Я планировала второй спектакль не раньше, чем через год. Но тут позвонил один из участников, сказал, что то, что я делаю, ценно, и предложил поддержку: «Давай сделаем второй спектакль раньше, чем ты думаешь!». И мы сделали его в июле. В июле, в разгар жары, когда все разъезжаются по морям, мы собрали почти полный зал. И это, я считаю, уже победа. Но тут же родилась мысль о третьем спектакле.

Знаешь, каждый раз, когда собирается новая группа героев, чувствуется, как они притягиваются друг к другу, словно их связывает какая-то незримая нить, какая-то сквозная тема. Я пока не могу до конца ее уловить, не могу разглядеть общую картину, но я к этому стремлюсь. Мне кажется, что там есть рисунок гораздо более сложный и глубокий, чем я вижу сейчас.

Фото из группы проекта "Живой разговор с Кристиной Ильиной" / ВКонтакте

— Мне кажется, что созерцание спектакля — это наблюдение за тем, как кисть каллиграфа выводит иероглифы. И не так важно, какое слово сложится в итоге, важен сам процесс. Но как только загадка будет разгадана, интерес угаснет. Спектакль, как и сама жизнь, это вопрос-загадка, не имеющий окончательного ответа. История каждого героя по-новому интерпретируется зрителем, и он, по сути, проживает новую историю.

— Да, каждый зритель, приходя на спектакль, не получит готового ответа, но найдет свой собственный или решит, что ответа нет вовсе. Кто-то сразу разочаруется, а кого-то озарение настигнет лишь спустя несколько дней.

— Как менялся твой профессиональный уровень от спектакля к спектаклю?

— Прогресс для обычного зрителя заключается в зрелищности: больше музыки, танцев, экспрессии, чтобы не скучать и не уставать думать. Моя прогрессия в другом. Если в первом спектакле я стремилась к четкости фраз, чтобы каждое слово попадало в цель, то в последующих спектаклях я давала героям больше свободы в размышлениях и спонтанности. Важно позволить герою достать из себя истинные эмоции, услышать то, что он действительно чувствует. Ведь на сцене под воздействием адреналина и стресса люди порой говорят совсем не то, что думают.

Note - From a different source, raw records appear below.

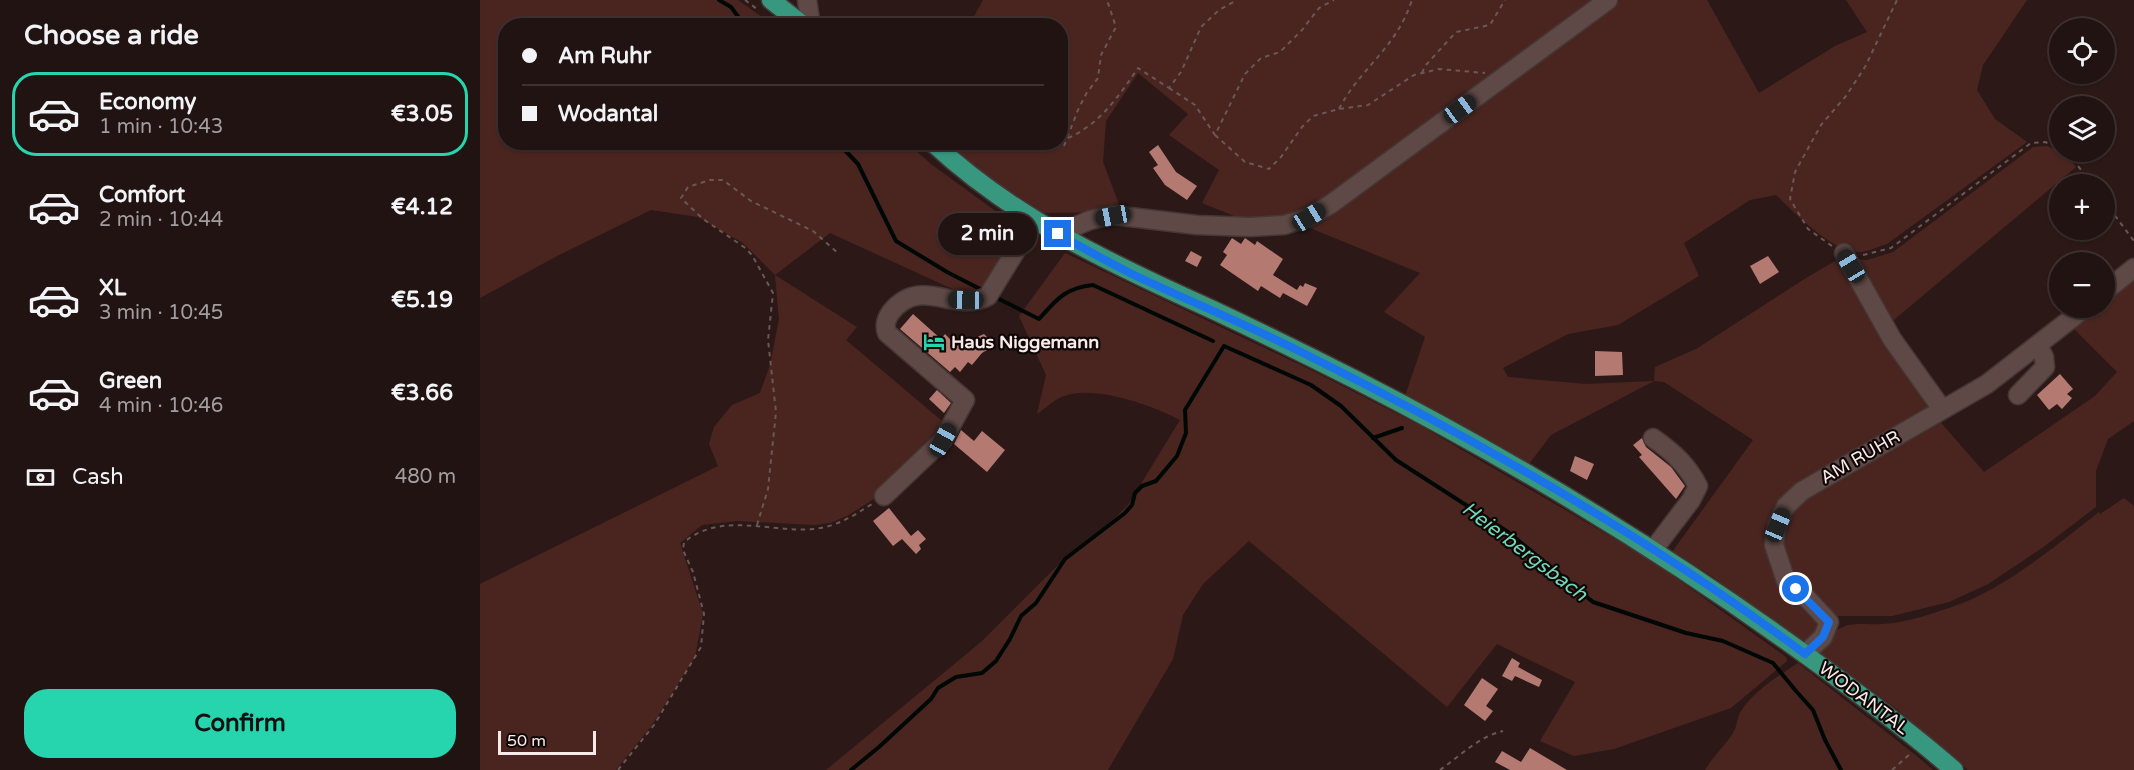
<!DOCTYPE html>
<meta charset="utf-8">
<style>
body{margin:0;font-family:"Varela Round",sans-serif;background:#2d201f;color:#f1f3f6;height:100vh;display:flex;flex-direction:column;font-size:22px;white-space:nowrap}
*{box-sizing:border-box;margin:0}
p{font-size:20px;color:#a29e9f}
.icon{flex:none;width:33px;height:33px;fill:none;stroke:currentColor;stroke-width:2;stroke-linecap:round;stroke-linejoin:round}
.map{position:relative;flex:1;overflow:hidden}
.side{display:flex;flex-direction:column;background:#211311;width:480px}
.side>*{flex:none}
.hud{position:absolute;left:18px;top:18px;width:570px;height:132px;border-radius:24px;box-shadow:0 2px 4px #0004,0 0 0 2px #3e3231;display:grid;align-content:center;height:132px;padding:0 24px;background:#211311}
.buttons{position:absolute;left:1569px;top:18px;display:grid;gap:12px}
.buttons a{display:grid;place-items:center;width:66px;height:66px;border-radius:50%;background:#211311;box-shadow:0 2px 4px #0004,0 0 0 2px #3e3231;font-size:30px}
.scale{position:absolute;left:18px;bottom:15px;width:98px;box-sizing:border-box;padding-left:6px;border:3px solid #f8eae8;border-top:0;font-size:16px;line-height:21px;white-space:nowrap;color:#f8eae8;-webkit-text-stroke:4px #0e0706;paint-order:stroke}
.end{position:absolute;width:27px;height:27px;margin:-14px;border:8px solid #1a73e8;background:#fff;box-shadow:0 0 0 3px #fff}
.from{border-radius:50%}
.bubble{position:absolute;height:42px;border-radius:21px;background:#211311;box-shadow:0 2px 4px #0004,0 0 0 2px #3e3231;font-size:20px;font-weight:700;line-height:42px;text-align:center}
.car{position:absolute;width:18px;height:36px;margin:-18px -9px;border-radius:8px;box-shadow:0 0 4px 2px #0007;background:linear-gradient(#222 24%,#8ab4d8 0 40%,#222 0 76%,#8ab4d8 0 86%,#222 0)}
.hud b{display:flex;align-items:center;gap:21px;height:57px;font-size:22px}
.hud b+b{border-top:2px solid #3e3231}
.hud i{width:15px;height:15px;background:#f1f3f6}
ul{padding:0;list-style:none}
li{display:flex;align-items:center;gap:18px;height:84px;margin:0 12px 9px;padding:0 12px;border:3px solid transparent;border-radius:24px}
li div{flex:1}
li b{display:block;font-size:22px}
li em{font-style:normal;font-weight:700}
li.selected{border-color:#26d5ae}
li>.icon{width:54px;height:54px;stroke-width:1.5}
h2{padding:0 24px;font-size:27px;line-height:72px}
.pay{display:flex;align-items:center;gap:15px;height:66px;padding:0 24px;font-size:22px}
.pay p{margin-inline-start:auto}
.primary-button{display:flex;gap:12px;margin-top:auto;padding:12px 24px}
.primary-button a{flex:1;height:69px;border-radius:24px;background:#26d5ae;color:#111;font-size:24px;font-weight:700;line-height:69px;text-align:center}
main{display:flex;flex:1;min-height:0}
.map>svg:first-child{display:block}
.green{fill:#4a2520}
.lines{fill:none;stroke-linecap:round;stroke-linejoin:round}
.stream{stroke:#000805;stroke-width:4}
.building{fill:#b47971}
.minor-casing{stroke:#453735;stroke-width:21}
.major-casing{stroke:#453735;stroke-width:21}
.path{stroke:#695856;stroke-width:2;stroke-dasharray:4.5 4.5;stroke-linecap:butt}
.minor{stroke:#5f4946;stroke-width:18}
.major{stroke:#37977f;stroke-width:18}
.route{stroke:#1a73e8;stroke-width:8}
.labels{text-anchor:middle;stroke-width:4.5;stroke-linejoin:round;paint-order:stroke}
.poi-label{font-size:18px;font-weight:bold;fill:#f8eae8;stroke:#0e0706;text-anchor:start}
.street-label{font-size:18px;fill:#f8eae8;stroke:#0e0706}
.water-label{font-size:20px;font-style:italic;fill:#71d7b9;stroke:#0e0706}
</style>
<main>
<section class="side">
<h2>Choose a ride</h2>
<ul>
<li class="selected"><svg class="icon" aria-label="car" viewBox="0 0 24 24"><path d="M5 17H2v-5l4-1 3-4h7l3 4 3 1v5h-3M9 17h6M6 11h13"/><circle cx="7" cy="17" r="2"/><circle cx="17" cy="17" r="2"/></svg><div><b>Economy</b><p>1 min · 10:43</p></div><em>€3.05</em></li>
<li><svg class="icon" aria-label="car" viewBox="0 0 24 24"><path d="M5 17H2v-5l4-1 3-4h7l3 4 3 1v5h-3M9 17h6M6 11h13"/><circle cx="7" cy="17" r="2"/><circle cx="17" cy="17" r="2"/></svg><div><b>Comfort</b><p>2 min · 10:44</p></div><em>€4.12</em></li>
<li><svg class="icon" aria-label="car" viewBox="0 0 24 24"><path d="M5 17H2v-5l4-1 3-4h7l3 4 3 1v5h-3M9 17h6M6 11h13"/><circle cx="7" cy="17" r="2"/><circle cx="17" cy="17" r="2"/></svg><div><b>XL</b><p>3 min · 10:45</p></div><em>€5.19</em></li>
<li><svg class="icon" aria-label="car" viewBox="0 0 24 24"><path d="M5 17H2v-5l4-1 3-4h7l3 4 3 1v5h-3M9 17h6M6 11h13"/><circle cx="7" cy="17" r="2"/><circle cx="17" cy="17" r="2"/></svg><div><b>Green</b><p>4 min · 10:46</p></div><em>€3.66</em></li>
</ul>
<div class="pay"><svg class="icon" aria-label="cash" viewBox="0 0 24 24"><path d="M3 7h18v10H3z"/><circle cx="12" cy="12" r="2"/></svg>Cash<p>480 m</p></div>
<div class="primary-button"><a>Confirm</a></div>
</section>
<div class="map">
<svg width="1654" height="770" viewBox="0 0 1654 770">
<rect width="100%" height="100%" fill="#2c1917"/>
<!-- green -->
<g class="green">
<path d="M0 0H258L293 25 26 26V142L427 143 451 164 540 229 508 281 490 297 350 233 295 275 263 243 218 217 171 210 79 255 0 298Z"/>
<path d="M503 0H1120L930 138 816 217 759 218 722 203 739 170 689 135 708 114 658 73 626 121 623 162 642 212 562 213 492 166 464 143 580 142V26L481 25 492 20Z"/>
<path d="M1140 0H1227L1279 93 1355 46 1387 32 1366 0H1547L1503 65 1497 90 1515 119 1547 142 1407 244C1399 246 1388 252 1380 252 1352 252 1316 214 1296 195L1270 200 1204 243 1219 276 1138 325 1088 334 1023 368 1028 377 1106 384 1174 381 1175 367 1216 349 1326 278 1355 261 1363 260 1457 407 1321 488 1290 545 1344 623 1325 644 1226 572 1192 552 1273 440 1184 382 1174 381 1071 435 1049 464 925 396 945 337 904 312 940 273 830 228Z"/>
<path d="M1567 146 1587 155 1596 167 1409 324 1374 259 1387 260 1413 252 1553 147Z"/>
<path d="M585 253 831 370 941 426 1171 560 1306 657 1307 661 1251 708 1134 749 1094 756 1060 741 1095 682 1017 644 967 707 769 541 723 584 703 615 693 659 628 770H346L501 642 576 567 637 516 648 505 700 420C671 405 616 385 584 396 574 399 565 409 557 414L566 375 539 316Z"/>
<path d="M1654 272V421L1628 439 1616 471V507L1562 548 1508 584 1469 602 1412 616H1352L1310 579 1305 561 1301 527 1310 508 1456 417 1504 472 1615 396 1637 372 1590 325 1611 308H1624L1625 297Z"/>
<path d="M295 275 377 327 366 340 468 426 408 490 367 516 350 523 335 525 257 521 222 525 200 543 223 614 215 657 172 725 136 770H0V584L238 466 229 444 234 427 252 405 280 393 290 365 299 319Z"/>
<path d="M1644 498 1654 506V770H1488L1418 710 1338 651C1365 613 1375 628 1414 623 1433 620 1454 613 1472 607 1526 588 1574 547 1619 512L1620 514Z"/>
<path d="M1318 663 1438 757 1453 770H1225C1233 756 1245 746 1253 733 1257 727 1257 717 1261 711 1274 691 1298 676 1318 663Z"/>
</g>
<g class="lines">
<!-- stream -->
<g class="stream">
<path d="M239 0 251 7 265 26"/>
<path d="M357 142 378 164 416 241 467 272 504 291"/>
<path d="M515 297 559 319C577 299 585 288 613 285L733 341"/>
<path d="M893 438 922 428"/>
<path d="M371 770 399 747 451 699 458 688 476 677 502 673 516 661 530 639 541 616 556 603 585 559 645 513 652 505 655 493 662 486 676 481 697 456 706 433 705 410 744 346 831 385 861 406 916 460 1028 532 1113 602 1206 633 1243 641 1293 663 1316 691 1333 710 1345 740 1361 770"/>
</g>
</g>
<!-- building -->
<g class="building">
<path d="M678 145 696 172 717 186 707 200 685 185 673 168 678 165 669 152Z"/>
<path d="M752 238 761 244 765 238 775 245 777 241 803 259 793 275 817 290 820 285 823 287 825 283 837 288 827 306 803 293 800 298 781 286 778 291 740 265 747 255 743 252Z"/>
<path d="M711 251 722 257 717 267 705 261Z"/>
<path d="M1288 256 1299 272 1280 284 1270 266Z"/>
<path d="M433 314 461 339 465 334 477 346 504 334 515 345 502 353 492 365 488 362 480 372 475 367 470 372 420 329Z"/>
<path d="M1115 351 1142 352 1143 375 1115 376Z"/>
<path d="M1580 374 1593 389 1587 394 1592 398 1582 409 1577 404 1569 410 1557 395Z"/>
<path d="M457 390 471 403 464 413 449 399Z"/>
<path d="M481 430 494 441 502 431 525 450 507 472 474 444Z"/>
<path d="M1162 438 1166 447 1191 467 1205 486 1196 499 1159 457 1162 455 1153 445Z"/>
<path d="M1095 456 1114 464 1107 480 1090 471Z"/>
<path d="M409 508 431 536 438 530 446 539 439 545 441 549 436 554 422 539 413 546 393 521Z"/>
<path d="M1032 658 1040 663 1038 667 1062 680 1059 687 1035 676 1032 681 1022 676Z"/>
<path d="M1002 678 1018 689 1006 706 1013 711 1005 721 984 705Z"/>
<path d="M1050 748 1087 770H1030L1015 762 1022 751 1041 762Z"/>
</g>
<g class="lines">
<defs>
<g id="minor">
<path d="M327 0 331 26"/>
<path d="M578 234 610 220 633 215 717 225 770 227 804 225 829 217 851 204 1128 0"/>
<path d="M1364 253 1412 339 1462 409"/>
<path d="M1624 292 1654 268"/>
<path d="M1538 395 1565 367 1564 357 1558 346"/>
<path d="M1173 438C1193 452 1207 465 1218 486L1211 500 1173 550"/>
<path d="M404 496 463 440 485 400 407 333C404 325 406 319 411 312 442 274 474 315 508 296L554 221"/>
<path d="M1325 654 1343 637 1349 622 1325 596 1306 581 1294 545 1297 525 1306 506 1322 491 1507 384 1605 308"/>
</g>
<g id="major">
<path d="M291 0 324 26"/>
<path d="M452 142C533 218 631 264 731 309 780 332 829 356 878 381 1034 461 1184 552 1326 655 1377 692 1427 729 1474 770"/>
</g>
</defs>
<!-- minor casing -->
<use href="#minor" class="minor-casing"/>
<!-- major casing -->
<use href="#major" class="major-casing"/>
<!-- path -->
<g class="path">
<path d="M265 0 277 9"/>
<path d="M942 73 945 66 976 32 1010 25 1025 0"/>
<path d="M689 88 715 105 735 135 765 74 781 58 800 52 822 30 839 8 854 0"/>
<path d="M859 109C880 68 916 49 932 0"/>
<path d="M735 135 765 162 789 169 801 157 822 127 833 116 859 109 888 105 934 75 959 69 1005 73"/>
<path d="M588 138C620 124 639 96 658 68L689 88 701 72 721 27 739 10 757 0"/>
<path d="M584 146 598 110 606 94 618 78 621 55 636 27 627 0"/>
<path d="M1587 152 1612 184"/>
<path d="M1624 201 1654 241"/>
<path d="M1352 246 1328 229 1310 199 1315 172 1341 125 1366 96 1385 67 1417 0"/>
<path d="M1383 255 1411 248 1551 143 1565 142 1580 148"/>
<path d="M277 525 288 489 296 412 288 340 293 293 272 255 264 247 223 219 201 198 208 187 230 180H243L271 201 333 231 359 254"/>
<path d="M138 770 174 725 221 647 224 614 213 572 203 550 204 542C243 511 289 533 333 529 356 527 373 516 392 504"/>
<path d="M960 770C980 756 998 737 1023 731"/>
<path d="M1412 770 1430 754"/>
</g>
<!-- minor -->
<use href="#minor" class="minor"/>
<!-- major -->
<use href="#major" class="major"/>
</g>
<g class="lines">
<!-- route -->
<path class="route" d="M578 234C603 248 628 262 654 275 709 301 765 324 819 351 995 438 1168 537 1325 654L1343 637 1349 622 1316 589"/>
</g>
<!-- icons -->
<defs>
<symbol id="hotel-bare" viewBox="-9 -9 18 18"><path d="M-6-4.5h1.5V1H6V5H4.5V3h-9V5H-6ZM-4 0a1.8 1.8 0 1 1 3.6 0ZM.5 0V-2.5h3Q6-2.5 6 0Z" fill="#26d5ae" stroke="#0e0706" stroke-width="2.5" paint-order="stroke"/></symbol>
</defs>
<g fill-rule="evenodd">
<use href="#hotel-bare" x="439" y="327" width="30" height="30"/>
</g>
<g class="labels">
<!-- poi labels -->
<g class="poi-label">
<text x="471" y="348">Haus Niggemann</text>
</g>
<!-- street labels -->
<g class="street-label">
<text transform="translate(1380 457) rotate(-30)" y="6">AM RUHR</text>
<text transform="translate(1384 698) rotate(37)" y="6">WODANTAL</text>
</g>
<!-- water labels -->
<g class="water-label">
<text transform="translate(1045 551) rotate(37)" y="7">Heierbergsbach</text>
</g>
</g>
</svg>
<div class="buttons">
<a><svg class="icon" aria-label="locate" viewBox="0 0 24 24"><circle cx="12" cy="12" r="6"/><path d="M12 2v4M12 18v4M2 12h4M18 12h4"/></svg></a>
<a><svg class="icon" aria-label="layers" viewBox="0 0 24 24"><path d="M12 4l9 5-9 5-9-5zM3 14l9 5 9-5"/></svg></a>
<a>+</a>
<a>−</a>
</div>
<div class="scale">50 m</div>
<i class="end from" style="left:1316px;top:589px"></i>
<i class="end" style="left:578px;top:234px"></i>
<div class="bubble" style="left:458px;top:213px;width:99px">2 min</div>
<i class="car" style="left:980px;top:109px;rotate:54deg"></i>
<i class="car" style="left:633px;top:216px;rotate:259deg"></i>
<i class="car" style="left:829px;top:217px;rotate:58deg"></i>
<i class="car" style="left:1371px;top:266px;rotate:329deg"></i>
<i class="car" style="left:486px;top:300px;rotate:271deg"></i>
<i class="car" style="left:463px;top:440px;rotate:29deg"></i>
<i class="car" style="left:1298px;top:525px;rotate:23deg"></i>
<div class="hud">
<b><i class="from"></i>Am Ruhr</b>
<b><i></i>Wodantal</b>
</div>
</div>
</main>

И увидеть эту суть, создать вместе диалог, сплести его воедино и подвести к такому итогу, чтобы у зрителя что-то щелкнуло в голове, — вот моя задача. И в каждом последующем спектакле этой свободы становилось больше.

— Это здорово! В этом, безусловно, ощущается трансформация своей собственной роли. Расскажи, как от этого проекта ты перешла к другому — к «Семейной истории»? На каком этапе возникла эта идея?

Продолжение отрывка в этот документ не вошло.